Activity – Look through the data below. Collect every line where the word "linecap" occurs.

Records to use –
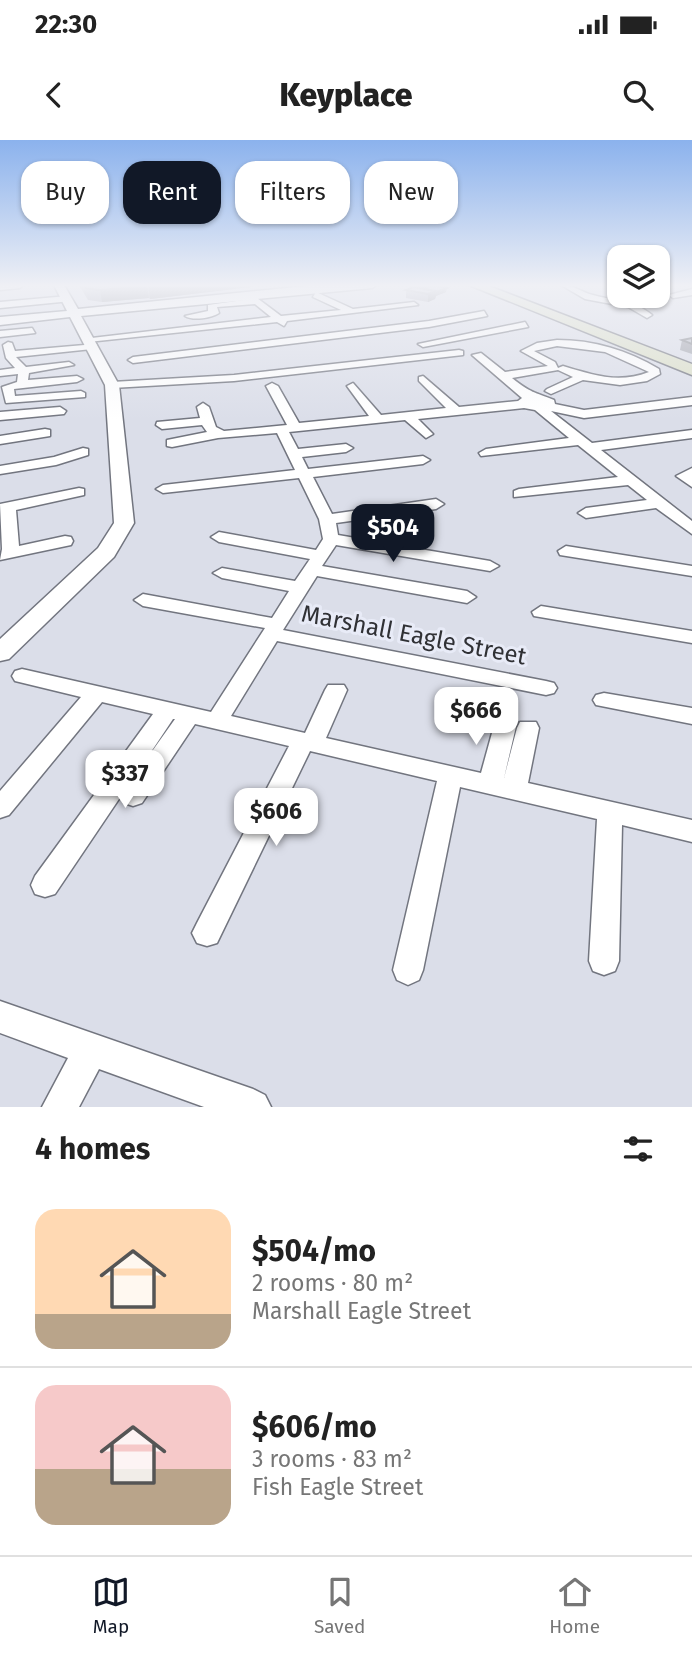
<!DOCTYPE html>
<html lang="en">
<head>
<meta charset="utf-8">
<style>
  body { margin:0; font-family:"Fira Sans",sans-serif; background:#f2f2f2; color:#222; height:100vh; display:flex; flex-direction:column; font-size:26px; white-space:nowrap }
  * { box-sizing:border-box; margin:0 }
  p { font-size:23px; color:#767676 }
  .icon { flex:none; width:38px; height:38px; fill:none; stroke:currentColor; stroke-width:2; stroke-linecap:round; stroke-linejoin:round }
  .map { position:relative; height:967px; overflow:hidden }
  .panel { display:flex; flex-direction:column; background:#fff; flex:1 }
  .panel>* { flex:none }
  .banner { position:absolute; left:21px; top:21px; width:651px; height:63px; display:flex; gap:14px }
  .fabs { position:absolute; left:607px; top:105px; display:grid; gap:14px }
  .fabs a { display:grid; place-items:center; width:63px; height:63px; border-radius:14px; background:#fff; box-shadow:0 2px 5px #0004; font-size:35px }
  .price { position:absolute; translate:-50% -60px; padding:0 16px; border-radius:14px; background:#fff; color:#222; font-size:23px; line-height:46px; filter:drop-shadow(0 2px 4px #0008) }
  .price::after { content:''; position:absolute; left:50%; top:42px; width:21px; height:16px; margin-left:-10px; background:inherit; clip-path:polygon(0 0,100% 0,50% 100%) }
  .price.current { background:#111827; color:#fff }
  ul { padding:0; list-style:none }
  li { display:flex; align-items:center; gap:21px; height:175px; padding:0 35px }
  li+li { border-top:2px solid #e0e0e0 }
  li span { display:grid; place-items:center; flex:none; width:196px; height:140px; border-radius:21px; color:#555 }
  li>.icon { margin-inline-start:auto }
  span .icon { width:84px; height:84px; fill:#fffc; stroke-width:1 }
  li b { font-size:30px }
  h2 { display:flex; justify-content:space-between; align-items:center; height:84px; padding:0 35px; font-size:30px }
  .tag { padding:0 24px; border-radius:21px; background:#fff; box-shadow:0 2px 5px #0004; font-size:24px; line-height:63px }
  .tag.current { background:#111827; color:#fff }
  .status { display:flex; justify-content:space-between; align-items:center; height:49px; padding:0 35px; background:#fff; direction:ltr }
  .status svg { height:19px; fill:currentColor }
  header { display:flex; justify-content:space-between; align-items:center; height:91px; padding:0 35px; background:#fff; font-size:32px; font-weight:800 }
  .tabs { display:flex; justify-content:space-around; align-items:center; height:98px; border-top:2px solid #e0e0e0; background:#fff; font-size:19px; color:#767676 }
  .tabs a { display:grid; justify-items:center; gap:4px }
  .tabs .current { color:#111827 }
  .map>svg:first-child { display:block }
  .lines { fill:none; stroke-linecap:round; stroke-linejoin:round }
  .minor-casing { stroke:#72757f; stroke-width:3 }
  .tertiary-casing { stroke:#72757f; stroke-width:3 }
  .secondary-casing { stroke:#72757f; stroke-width:3 }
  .minor { fill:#fff; fill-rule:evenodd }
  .tertiary { fill:#fff; fill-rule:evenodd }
  .secondary { fill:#dce0c9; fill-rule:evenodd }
  .wall { fill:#a2a4ae }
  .shaded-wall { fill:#84868d }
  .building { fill:#bcbfca; stroke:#84868d; stroke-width:2 }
  .labels { text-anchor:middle; stroke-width:6; stroke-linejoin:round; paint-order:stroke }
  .street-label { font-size:24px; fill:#303135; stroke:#e8ebf7 }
</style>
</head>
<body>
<div class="status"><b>22:30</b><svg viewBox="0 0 49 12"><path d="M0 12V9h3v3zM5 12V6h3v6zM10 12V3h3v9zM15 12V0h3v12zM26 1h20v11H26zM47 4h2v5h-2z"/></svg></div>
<header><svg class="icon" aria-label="back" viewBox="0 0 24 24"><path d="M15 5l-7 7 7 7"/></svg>Keyplace<svg class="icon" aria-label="search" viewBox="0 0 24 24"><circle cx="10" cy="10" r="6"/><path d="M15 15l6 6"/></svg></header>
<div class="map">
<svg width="692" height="967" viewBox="0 0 692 967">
  <rect width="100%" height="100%" fill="#dbdee9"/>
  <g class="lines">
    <g class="minor-casing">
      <path id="minor" d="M23,145L20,148L0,150V146Z
        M561,145C574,145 581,152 593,155C614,161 634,160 652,175L647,178L628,167L585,159Z
        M692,149V155L673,158L669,155Z
        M316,152L353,169L414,162L418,165L287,181L284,186L277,182L88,202L83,199L271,177L255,164L217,167L219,173C211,178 193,181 185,176L208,171V165L257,158L281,176L341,170L313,157Z
        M68,156L71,161L0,168V162Z
        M484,171L487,176L429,187L133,223L128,220L133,217L429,181Z
        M525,182L528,187L423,207L418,204Z
        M32,188L35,193L0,197V191Z
        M557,200C594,200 627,210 659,229L660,234L647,241L620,245L583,240L551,254L545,251L547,249L573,237L558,230L512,238C531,253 534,252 554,260L555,264L584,270L692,257V265L584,278L551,271L592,303L692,290V298L601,310L692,381V394L656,368L586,378L578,373L586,368L647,360L628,345L514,357V351L519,349L618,337L578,305L481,316L479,313L486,309L569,298L535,270L524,268L418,279L433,294L426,298L405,280L289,292L298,309L346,304L353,308L346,312L302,317L308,329L423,316L430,320L423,324L313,337L332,374L436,359L444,364L436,369L336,383L338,395L490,421L499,426L490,431L336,405L322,426L467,451L476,457L467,463L317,436L283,490L546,541L554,543L557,548L554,553L546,555L277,501L231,576L305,593L325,550L328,545H344L347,550L326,598L481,633L495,582L498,576H514L517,582L504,638L517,588L520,582H536L539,588L528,643L692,680V702L622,685L619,821L615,831L604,835L593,831L589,821L597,679L460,647L423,830L419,840L408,845L397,840L393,830L437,641L310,611L217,803L207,806L197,803L192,793L197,783L289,606L195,584L142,663L133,666L124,663L121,656L55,754L45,757L35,754L31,745L35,736L153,574L102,562L9,675L0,678V651L81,557L15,541L12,536L15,531L22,529L211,572L265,488L143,466L134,460L143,454L272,478L289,451L222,438L213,433L222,428L295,441L310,419L219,402L211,397L219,392L316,410L323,399L319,379L299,338L163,353L156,349L163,345L295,330L277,293L218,298L172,307L167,306V300L207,292L202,285L162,289L156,285L157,282L200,278L197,267L203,263L209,267L216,287L224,291L287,285L266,246L272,243L278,246L299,283L369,276L347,246L353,243L381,275L446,268L419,241V237L423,236L459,267L518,261L522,258L472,215L481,213L505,232L548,226L521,211L537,203ZM557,206L605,212L649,232C618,244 593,235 563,226L558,228L555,222L534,211ZM173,579H175L143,624Z
        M8,202L12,203L15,211L96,204L97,206L92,209L16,217L26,227L69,222L74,225L29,233L28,240L77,236L83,239L77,242L14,249L15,256L81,251L85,253V257L6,263L2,247L17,242L18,234L0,236V230L15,228L6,218L3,205Z
        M459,210L463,211V215L234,241L112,248L106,245L112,242L234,235Z
        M60,267L66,271L64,274L0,280V272Z
        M45,289L50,290V296L0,304V296Z
        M83,308L88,309V315L56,325L0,334V326L54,317Z
        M692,328V347L676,336Z
        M79,348L84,349V355L16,370L19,406L65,396L71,397L73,401L71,405L0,420L2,409L0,364Z
        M566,406L692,426V436L560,415L558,411Z
        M541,466L692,491V503L534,476L532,472Z
        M604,553L692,568V584L596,565L593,560L596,555Z
        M0,861L253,949L265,955L271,967H204L99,929L79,967H42L68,918L0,893Z"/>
    </g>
    <g class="tertiary-casing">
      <path id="tertiary" d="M54,145H64L78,169L316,145H377L372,148L81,176L119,245L134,383L114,417L9,519L0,521V499L98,408L114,383L105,245L70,177L0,185V177L67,171Z"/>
    </g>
    <g class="secondary-casing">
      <path id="secondary" d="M469,145H486L692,224V235Z"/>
    </g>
    <use href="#minor" class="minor"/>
    <use href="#tertiary" class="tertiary"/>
    <use href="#secondary" class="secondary"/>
  </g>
  <path class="wall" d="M79,145H255L251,147L150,159L149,158L102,162L88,160Z
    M417,146L446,152L436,156L435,159L428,162L406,158V150L416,147Z
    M692,198V214L680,210L682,200Z"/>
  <path class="shaded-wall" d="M148,145H255L251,147L150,159Z
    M147,146L149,158L102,162L100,150Z
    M447,148L446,152L436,156L435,159L428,162V154Z"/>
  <path class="building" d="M84,145H147V146L100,150L86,148Z
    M419,145H432L447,148L436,152V151L423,149L426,148L417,146Z
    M414,147L436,151L428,154L406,150Z
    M692,198V204L682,200Z"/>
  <linearGradient id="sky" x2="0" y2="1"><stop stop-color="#8bb2ed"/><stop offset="0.52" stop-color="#eff0f5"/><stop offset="1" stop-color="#eff0f5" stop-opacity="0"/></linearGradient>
  <rect width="692" height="280" fill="url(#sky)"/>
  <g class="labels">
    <g class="street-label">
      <text transform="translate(414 495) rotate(11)" y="8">Marshall Eagle Street</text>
    </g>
  </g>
</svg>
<div class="fabs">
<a><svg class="icon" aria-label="layers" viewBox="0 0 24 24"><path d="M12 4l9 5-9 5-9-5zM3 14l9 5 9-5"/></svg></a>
</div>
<b class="price current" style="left:393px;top:424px">$504</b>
<b class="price" style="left:476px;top:607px">$666</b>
<b class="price" style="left:125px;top:670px">$337</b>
<b class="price" style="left:276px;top:708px">$606</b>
<div class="banner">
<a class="tag">Buy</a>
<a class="tag current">Rent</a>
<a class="tag">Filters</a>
<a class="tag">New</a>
</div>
</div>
<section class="panel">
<h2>4 homes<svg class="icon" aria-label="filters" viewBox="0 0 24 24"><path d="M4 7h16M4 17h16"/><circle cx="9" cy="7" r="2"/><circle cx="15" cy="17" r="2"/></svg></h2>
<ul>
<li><span style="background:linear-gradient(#ffd9b3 75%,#b9a48a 0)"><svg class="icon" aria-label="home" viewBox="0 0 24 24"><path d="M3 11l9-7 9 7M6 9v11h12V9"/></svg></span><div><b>$504/mo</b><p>2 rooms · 80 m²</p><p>Marshall Eagle Street</p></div></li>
<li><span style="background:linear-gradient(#f6c9c9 60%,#b9a48a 0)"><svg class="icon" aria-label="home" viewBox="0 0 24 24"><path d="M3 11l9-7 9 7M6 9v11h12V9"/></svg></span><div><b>$606/mo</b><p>3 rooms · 83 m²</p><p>Fish Eagle Street</p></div></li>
</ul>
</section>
<nav class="tabs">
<a class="current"><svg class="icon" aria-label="map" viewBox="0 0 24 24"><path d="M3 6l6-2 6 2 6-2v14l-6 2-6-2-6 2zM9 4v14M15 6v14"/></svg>Map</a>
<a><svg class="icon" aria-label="saved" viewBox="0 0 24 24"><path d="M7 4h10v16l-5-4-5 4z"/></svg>Saved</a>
<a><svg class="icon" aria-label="home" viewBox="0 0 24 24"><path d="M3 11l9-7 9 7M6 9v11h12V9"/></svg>Home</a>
</nav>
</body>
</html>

Your response –
  .icon { flex:none; width:38px; height:38px; fill:none; stroke:currentColor; stroke-width:2; stroke-linecap:round; stroke-linejoin:round }
  .lines { fill:none; stroke-linecap:round; stroke-linejoin:round }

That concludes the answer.